Activity
Copy out the line containing "Instruction: Convert the" and each line after it, through the last one in the material, exactly as written.
-=-=-
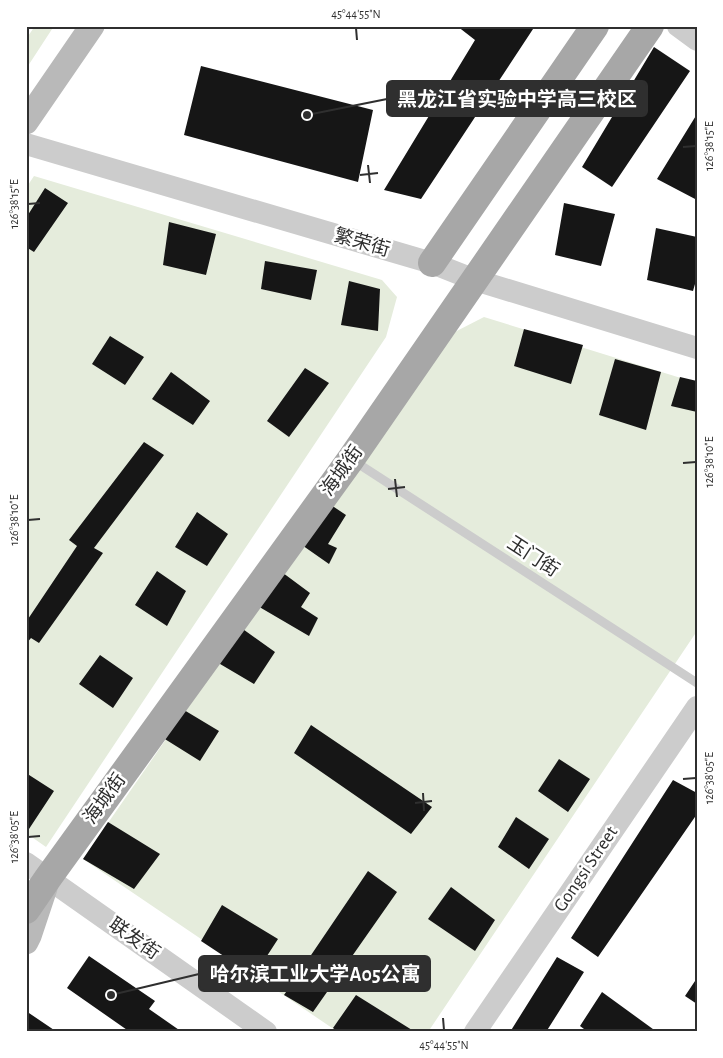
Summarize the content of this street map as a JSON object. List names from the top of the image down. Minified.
{"streets":{"main road":["海城街"],"street":["繁荣街","Gongsi Street","联发街"],"lane":["玉门街"]},"crossings":[["繁荣街","海城街"],["海城街","玉门街"],["海城街","联发街"]],"places":["黑龙江省实验中学高三校区","哈尔滨工业大学A05公寓"],"coordinates":["45°44'55\"N","126°38'15\"E","126°38'10\"E","126°38'05\"E"]}
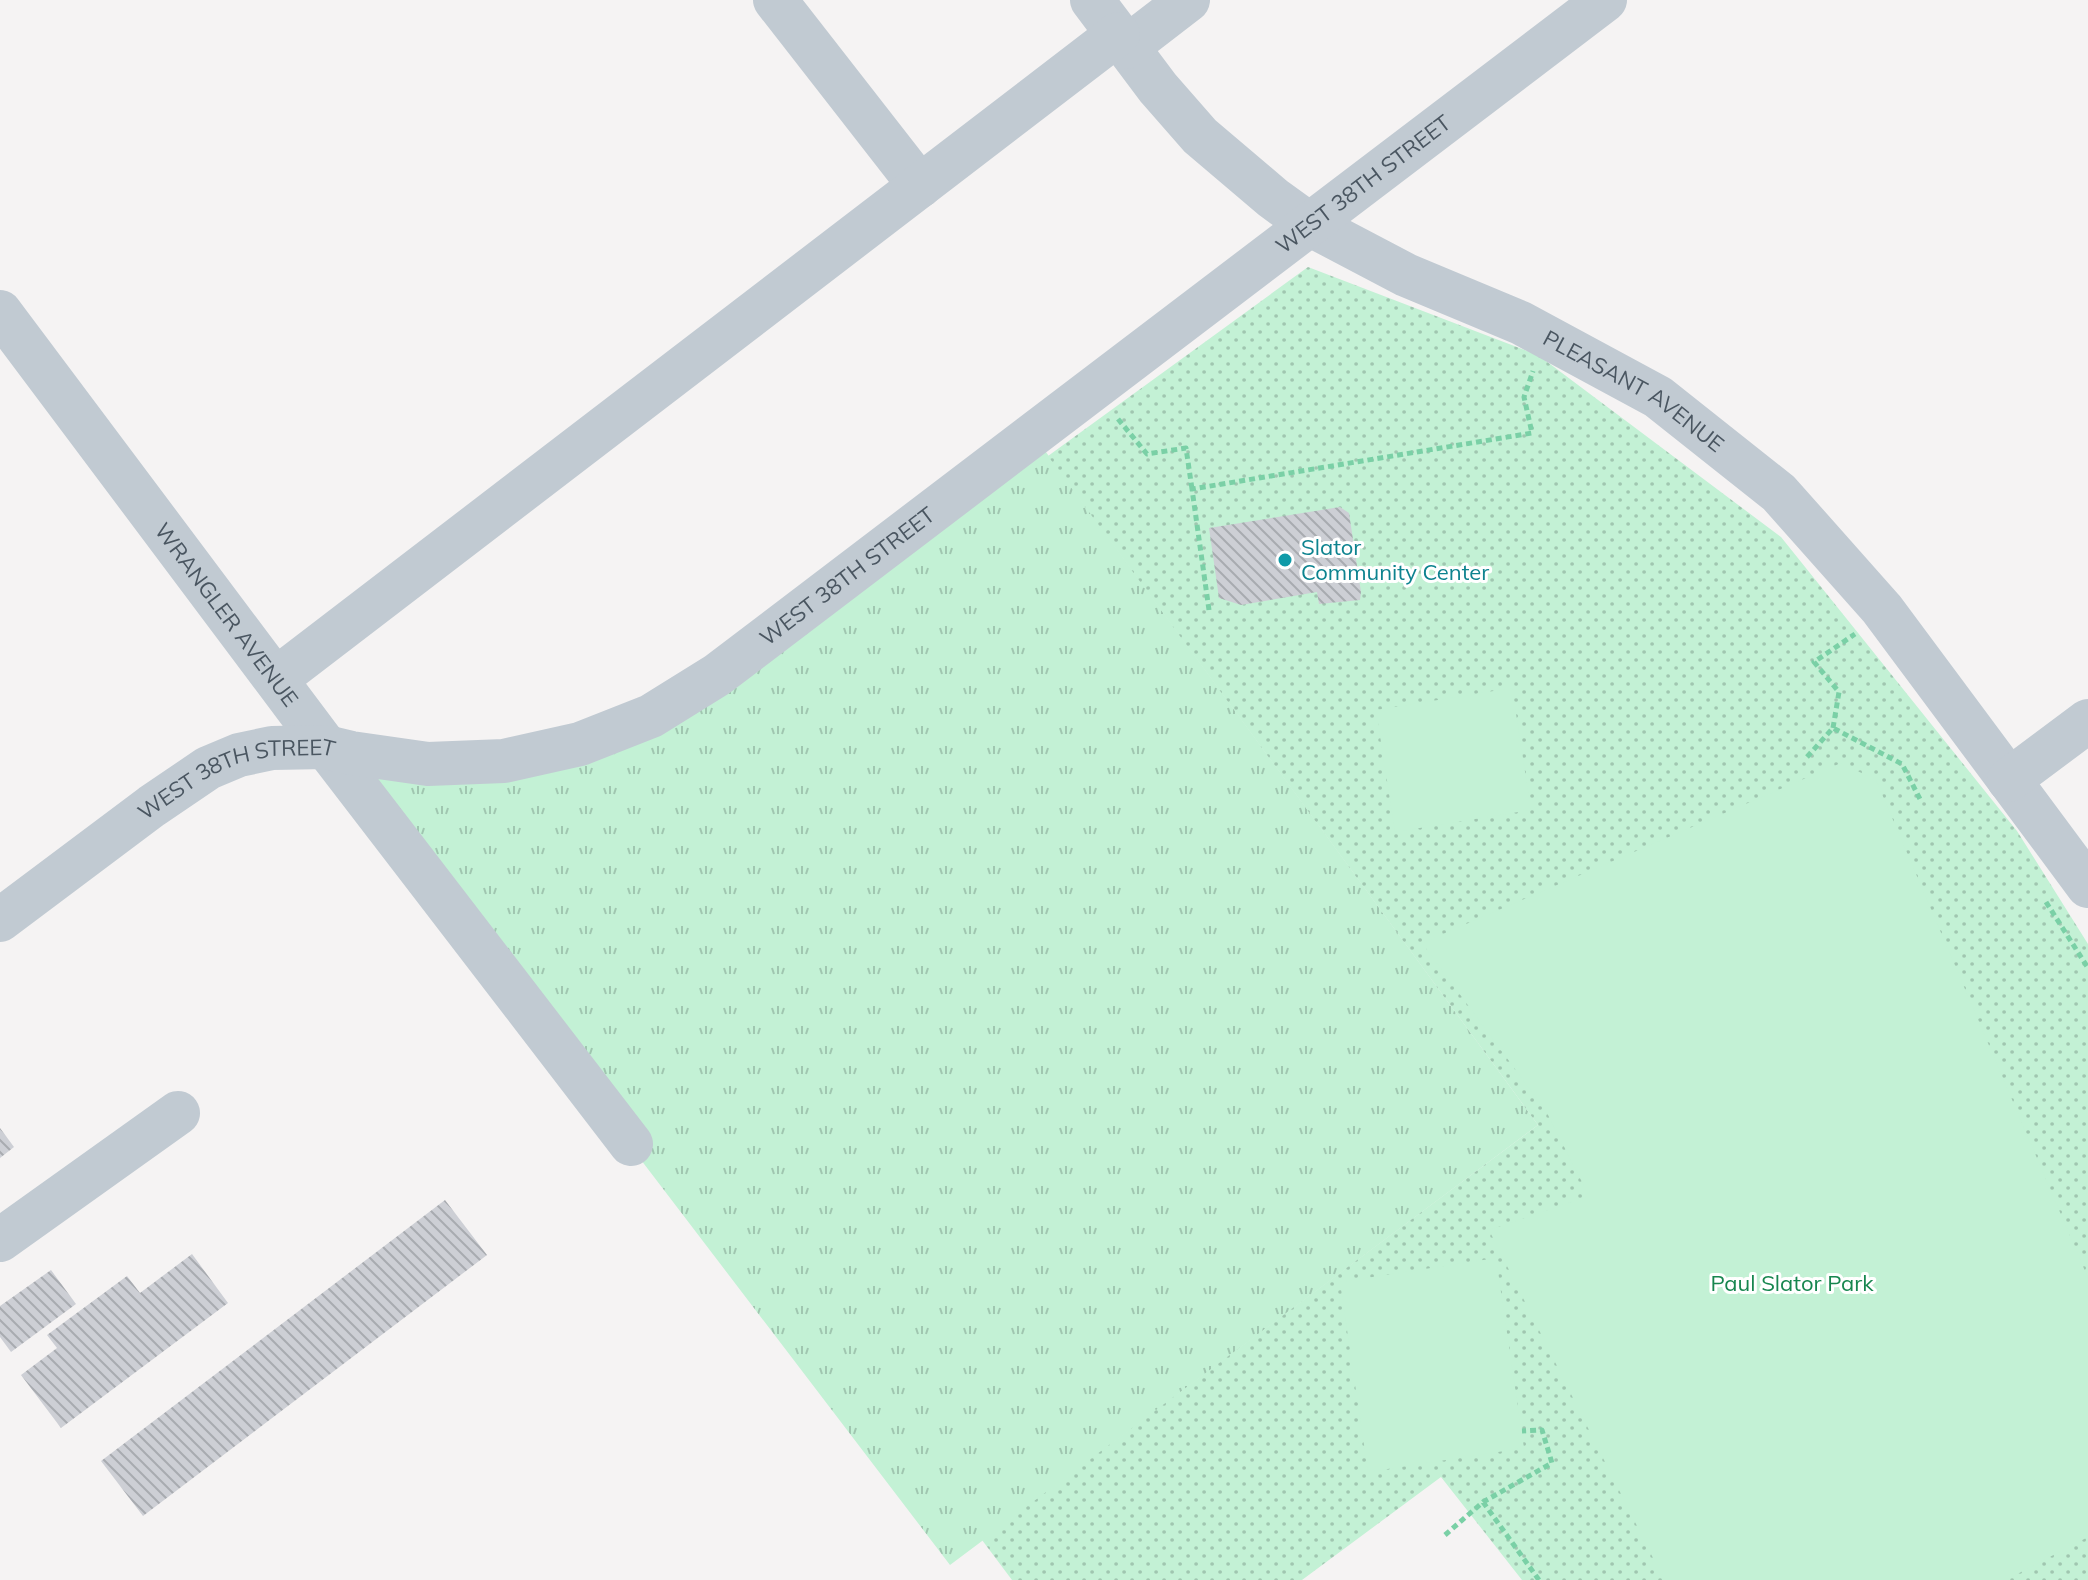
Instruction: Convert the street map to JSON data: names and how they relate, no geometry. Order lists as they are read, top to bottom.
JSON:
{
  "streets": {
    "street": ["WEST 38TH STREET", "PLEASANT AVENUE", "WRANGLER AVENUE"]
  },
  "crossings": [
    ["WEST 38TH STREET", "PLEASANT AVENUE"],
    ["WEST 38TH STREET", "WRANGLER AVENUE"]
  ],
  "parks": ["Paul Slator Park"],
  "places": ["Slator Community Center"]
}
-=-=-
Output of the task
Instruction: Convert the street map to JSON data: names and how they relate, no geometry. Order lists as they are read, top to bottom.
JSON:
{
  "streets": {
    "street": ["WEST 38TH STREET", "PLEASANT AVENUE", "WRANGLER AVENUE"]
  },
  "crossings": [
    ["WEST 38TH STREET", "PLEASANT AVENUE"],
    ["WEST 38TH STREET", "WRANGLER AVENUE"]
  ],
  "parks": ["Paul Slator Park"],
  "places": ["Slator Community Center"]
}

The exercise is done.